ALTERTOX aims to clarify following research questions:

1. What is the in vitro cytotoxicity of alternariol, alternariol-monomethylether, tenuazonic acid and relevant mixtures thereof towards intestinal epithelial cells and hepatocytes of human and porcine origin? This will enable the calculation of the mycotoxin concentration at which 50% of the cells show loss in viability (EC₅₀ endpoint), and to determine the “lowest-observed-adverse-effect level” (LOAEL) and “no-observed-adverse-effect level” (NOAEL). These toxicological endpoints will serve as “Point of Departure” (POD) for further risk assessment.

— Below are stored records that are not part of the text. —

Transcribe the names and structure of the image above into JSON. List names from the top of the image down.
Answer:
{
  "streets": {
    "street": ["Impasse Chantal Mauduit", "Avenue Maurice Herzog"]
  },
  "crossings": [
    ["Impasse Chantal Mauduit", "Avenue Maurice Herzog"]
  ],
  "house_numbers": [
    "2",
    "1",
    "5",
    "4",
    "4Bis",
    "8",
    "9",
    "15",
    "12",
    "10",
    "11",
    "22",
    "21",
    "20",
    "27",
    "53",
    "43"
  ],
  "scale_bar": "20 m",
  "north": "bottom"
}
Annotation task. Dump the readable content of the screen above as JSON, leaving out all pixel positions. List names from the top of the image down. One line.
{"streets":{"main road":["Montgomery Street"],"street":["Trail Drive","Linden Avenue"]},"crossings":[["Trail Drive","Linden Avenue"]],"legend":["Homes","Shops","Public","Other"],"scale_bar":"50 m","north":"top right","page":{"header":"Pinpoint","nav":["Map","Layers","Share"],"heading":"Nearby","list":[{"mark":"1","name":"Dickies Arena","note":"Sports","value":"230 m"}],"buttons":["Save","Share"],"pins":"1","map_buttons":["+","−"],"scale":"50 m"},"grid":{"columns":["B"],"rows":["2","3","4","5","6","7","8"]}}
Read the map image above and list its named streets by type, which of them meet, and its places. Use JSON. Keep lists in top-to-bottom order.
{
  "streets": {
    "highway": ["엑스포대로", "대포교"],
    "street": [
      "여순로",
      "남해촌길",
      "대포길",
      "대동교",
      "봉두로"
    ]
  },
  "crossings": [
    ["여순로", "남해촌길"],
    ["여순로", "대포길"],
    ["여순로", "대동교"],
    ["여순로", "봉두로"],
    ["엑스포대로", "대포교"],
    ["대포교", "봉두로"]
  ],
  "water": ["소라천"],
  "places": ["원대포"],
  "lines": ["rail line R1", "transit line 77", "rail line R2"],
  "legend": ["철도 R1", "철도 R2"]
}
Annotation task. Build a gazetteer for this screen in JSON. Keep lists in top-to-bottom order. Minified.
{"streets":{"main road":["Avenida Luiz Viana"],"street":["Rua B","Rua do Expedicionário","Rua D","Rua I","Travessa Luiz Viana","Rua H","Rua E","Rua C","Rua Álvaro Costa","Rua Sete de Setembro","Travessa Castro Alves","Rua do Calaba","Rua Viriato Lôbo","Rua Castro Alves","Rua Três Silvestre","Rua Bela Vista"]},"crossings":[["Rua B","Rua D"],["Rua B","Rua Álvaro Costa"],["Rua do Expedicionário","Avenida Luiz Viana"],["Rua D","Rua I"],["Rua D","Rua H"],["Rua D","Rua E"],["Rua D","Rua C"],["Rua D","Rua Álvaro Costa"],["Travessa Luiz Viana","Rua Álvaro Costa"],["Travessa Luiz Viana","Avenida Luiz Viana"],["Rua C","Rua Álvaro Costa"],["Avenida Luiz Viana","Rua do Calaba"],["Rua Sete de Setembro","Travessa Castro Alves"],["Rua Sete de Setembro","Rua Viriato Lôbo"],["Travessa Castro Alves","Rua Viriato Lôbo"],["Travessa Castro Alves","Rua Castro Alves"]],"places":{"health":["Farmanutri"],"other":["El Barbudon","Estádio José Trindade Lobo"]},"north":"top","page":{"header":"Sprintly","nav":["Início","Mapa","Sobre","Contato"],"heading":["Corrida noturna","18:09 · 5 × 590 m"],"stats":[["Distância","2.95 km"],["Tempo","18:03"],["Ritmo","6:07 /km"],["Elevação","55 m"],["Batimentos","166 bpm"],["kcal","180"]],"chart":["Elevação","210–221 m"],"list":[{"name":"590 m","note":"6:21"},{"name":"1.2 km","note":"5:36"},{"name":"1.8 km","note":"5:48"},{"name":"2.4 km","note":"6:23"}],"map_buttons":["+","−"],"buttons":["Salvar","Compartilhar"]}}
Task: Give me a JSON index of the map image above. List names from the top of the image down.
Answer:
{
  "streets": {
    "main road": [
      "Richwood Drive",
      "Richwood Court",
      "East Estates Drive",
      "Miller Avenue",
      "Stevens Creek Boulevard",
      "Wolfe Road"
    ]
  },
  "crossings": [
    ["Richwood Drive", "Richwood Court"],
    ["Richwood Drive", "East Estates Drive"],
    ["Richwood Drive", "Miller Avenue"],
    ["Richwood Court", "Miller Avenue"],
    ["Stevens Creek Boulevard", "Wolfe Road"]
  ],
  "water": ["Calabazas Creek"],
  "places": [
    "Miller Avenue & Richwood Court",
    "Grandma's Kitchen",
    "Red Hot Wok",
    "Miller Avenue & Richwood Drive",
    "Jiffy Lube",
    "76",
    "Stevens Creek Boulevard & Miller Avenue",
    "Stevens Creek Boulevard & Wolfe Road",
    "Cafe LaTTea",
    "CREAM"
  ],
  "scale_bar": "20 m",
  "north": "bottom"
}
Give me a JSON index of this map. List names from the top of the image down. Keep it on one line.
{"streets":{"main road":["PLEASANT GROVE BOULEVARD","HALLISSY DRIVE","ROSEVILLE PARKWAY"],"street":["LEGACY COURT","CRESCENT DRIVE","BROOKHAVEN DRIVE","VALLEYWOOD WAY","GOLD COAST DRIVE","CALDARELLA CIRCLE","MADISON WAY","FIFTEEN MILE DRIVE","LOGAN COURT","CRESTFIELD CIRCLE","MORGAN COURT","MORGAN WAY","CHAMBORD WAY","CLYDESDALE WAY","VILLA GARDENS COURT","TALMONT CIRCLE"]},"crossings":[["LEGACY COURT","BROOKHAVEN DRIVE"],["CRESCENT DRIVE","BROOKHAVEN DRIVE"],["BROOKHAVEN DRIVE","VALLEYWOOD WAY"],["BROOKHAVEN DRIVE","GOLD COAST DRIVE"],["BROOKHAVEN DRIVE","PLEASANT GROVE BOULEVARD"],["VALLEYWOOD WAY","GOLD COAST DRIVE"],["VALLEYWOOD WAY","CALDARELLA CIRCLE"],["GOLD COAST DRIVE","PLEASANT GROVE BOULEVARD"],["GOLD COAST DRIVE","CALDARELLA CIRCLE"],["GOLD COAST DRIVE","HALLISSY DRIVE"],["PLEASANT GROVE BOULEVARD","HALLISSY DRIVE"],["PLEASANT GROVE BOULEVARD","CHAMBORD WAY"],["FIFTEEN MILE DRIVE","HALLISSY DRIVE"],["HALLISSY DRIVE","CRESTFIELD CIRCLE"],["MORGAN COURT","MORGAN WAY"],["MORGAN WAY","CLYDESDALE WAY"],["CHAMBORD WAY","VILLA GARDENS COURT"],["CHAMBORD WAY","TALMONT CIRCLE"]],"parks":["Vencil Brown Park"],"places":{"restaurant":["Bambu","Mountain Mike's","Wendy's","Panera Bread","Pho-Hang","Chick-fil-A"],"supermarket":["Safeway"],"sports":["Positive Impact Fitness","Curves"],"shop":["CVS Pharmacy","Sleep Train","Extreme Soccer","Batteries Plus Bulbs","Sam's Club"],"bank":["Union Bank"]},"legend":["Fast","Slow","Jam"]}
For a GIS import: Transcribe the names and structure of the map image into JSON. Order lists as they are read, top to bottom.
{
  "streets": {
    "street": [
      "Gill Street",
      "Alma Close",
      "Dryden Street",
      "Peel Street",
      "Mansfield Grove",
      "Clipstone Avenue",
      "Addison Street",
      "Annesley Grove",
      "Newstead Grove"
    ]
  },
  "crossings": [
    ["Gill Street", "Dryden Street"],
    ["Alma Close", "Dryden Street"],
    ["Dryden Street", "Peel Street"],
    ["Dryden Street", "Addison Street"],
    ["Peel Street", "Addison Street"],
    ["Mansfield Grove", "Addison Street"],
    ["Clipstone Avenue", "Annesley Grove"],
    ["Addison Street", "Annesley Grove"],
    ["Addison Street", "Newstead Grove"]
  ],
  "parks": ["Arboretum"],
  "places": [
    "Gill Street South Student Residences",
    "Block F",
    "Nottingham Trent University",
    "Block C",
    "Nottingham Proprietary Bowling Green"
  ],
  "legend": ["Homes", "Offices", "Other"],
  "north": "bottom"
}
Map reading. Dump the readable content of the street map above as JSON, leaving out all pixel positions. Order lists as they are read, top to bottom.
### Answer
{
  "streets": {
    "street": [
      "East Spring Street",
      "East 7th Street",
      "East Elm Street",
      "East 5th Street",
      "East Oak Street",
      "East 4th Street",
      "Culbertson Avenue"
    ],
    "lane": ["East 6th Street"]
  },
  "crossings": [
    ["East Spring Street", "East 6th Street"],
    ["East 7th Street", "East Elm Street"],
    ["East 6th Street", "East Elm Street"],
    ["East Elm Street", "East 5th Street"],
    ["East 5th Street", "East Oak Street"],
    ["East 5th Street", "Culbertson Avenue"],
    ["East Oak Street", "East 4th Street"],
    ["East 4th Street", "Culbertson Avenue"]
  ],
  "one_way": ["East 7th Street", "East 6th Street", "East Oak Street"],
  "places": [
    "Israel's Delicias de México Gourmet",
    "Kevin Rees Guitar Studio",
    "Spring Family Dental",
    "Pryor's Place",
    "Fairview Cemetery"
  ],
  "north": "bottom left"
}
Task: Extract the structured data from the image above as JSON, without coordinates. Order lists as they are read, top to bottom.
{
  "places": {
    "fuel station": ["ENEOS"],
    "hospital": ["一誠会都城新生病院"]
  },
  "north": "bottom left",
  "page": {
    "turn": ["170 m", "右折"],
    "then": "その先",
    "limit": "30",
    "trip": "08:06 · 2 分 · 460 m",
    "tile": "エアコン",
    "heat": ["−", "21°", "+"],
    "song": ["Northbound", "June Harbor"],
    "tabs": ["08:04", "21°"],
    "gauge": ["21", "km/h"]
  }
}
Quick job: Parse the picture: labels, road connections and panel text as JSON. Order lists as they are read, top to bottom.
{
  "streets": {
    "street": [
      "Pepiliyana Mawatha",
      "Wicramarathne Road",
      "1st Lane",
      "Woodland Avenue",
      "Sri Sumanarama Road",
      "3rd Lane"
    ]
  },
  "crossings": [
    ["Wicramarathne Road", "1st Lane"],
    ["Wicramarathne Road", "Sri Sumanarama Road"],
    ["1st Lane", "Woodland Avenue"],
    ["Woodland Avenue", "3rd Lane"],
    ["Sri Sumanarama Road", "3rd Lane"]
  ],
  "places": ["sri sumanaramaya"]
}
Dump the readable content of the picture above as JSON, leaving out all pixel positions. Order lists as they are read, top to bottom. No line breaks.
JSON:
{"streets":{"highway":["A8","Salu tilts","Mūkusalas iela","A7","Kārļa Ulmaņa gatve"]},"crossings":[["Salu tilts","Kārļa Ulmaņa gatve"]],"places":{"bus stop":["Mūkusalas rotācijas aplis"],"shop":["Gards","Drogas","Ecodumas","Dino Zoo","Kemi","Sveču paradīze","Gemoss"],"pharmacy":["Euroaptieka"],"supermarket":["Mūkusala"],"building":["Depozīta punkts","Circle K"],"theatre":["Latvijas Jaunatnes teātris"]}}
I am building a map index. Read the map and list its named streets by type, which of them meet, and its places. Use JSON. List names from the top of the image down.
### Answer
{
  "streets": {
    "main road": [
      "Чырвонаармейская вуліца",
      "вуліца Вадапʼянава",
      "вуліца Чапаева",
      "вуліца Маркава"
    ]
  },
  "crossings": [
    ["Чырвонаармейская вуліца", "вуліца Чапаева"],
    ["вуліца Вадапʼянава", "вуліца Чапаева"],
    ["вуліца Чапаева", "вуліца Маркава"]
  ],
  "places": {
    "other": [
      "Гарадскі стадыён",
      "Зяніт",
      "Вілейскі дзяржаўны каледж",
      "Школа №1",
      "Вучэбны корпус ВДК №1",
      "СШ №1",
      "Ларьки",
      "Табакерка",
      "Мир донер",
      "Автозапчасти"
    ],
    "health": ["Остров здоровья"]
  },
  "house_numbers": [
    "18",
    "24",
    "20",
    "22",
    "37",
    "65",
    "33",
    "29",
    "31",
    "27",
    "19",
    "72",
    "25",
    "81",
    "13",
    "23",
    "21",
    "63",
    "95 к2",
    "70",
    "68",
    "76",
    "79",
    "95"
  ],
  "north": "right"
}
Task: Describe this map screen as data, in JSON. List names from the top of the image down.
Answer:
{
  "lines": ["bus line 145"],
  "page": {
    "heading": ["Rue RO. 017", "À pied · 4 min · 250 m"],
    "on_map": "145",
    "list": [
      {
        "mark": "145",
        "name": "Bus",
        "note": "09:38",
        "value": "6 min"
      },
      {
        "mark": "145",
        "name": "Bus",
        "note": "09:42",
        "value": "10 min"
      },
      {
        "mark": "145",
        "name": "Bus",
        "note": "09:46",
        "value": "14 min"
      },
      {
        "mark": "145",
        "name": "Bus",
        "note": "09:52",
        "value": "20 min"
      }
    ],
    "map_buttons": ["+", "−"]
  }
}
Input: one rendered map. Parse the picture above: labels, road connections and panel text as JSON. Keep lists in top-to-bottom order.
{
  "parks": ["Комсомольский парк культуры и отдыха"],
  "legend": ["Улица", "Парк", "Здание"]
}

2. Is there an in vitro genotoxic effect of alternariol, alternariol-monomethylether, tenuazonic acid and relevant mixtures thereof in intestinal epithelial cells and hepatocytes of human and porcine origin? This will also allow the calculation of EC₅₀, LOAEL and NOAEL toxicological endpoints, and of PODs.
3. What are the in vivo toxicokinetic characteristics and toxicokinetic parameters, including absorption and absolute oral bioavailability, distribution, phase I and II metabolism and excretion (ADME properties) of alternariol, alternariol-monomethylether and tenuazonic acid in pigs, as most relevant and superior animal model for humans?

These research questions will be answered using both in vitro porcine and human cell culture models representative for the gastrointestinal tract and liver, and using an in vivo porcine animal model to study the oral bioavailability and toxicokinetics, as most relevant and superior surrogate animal model for humans.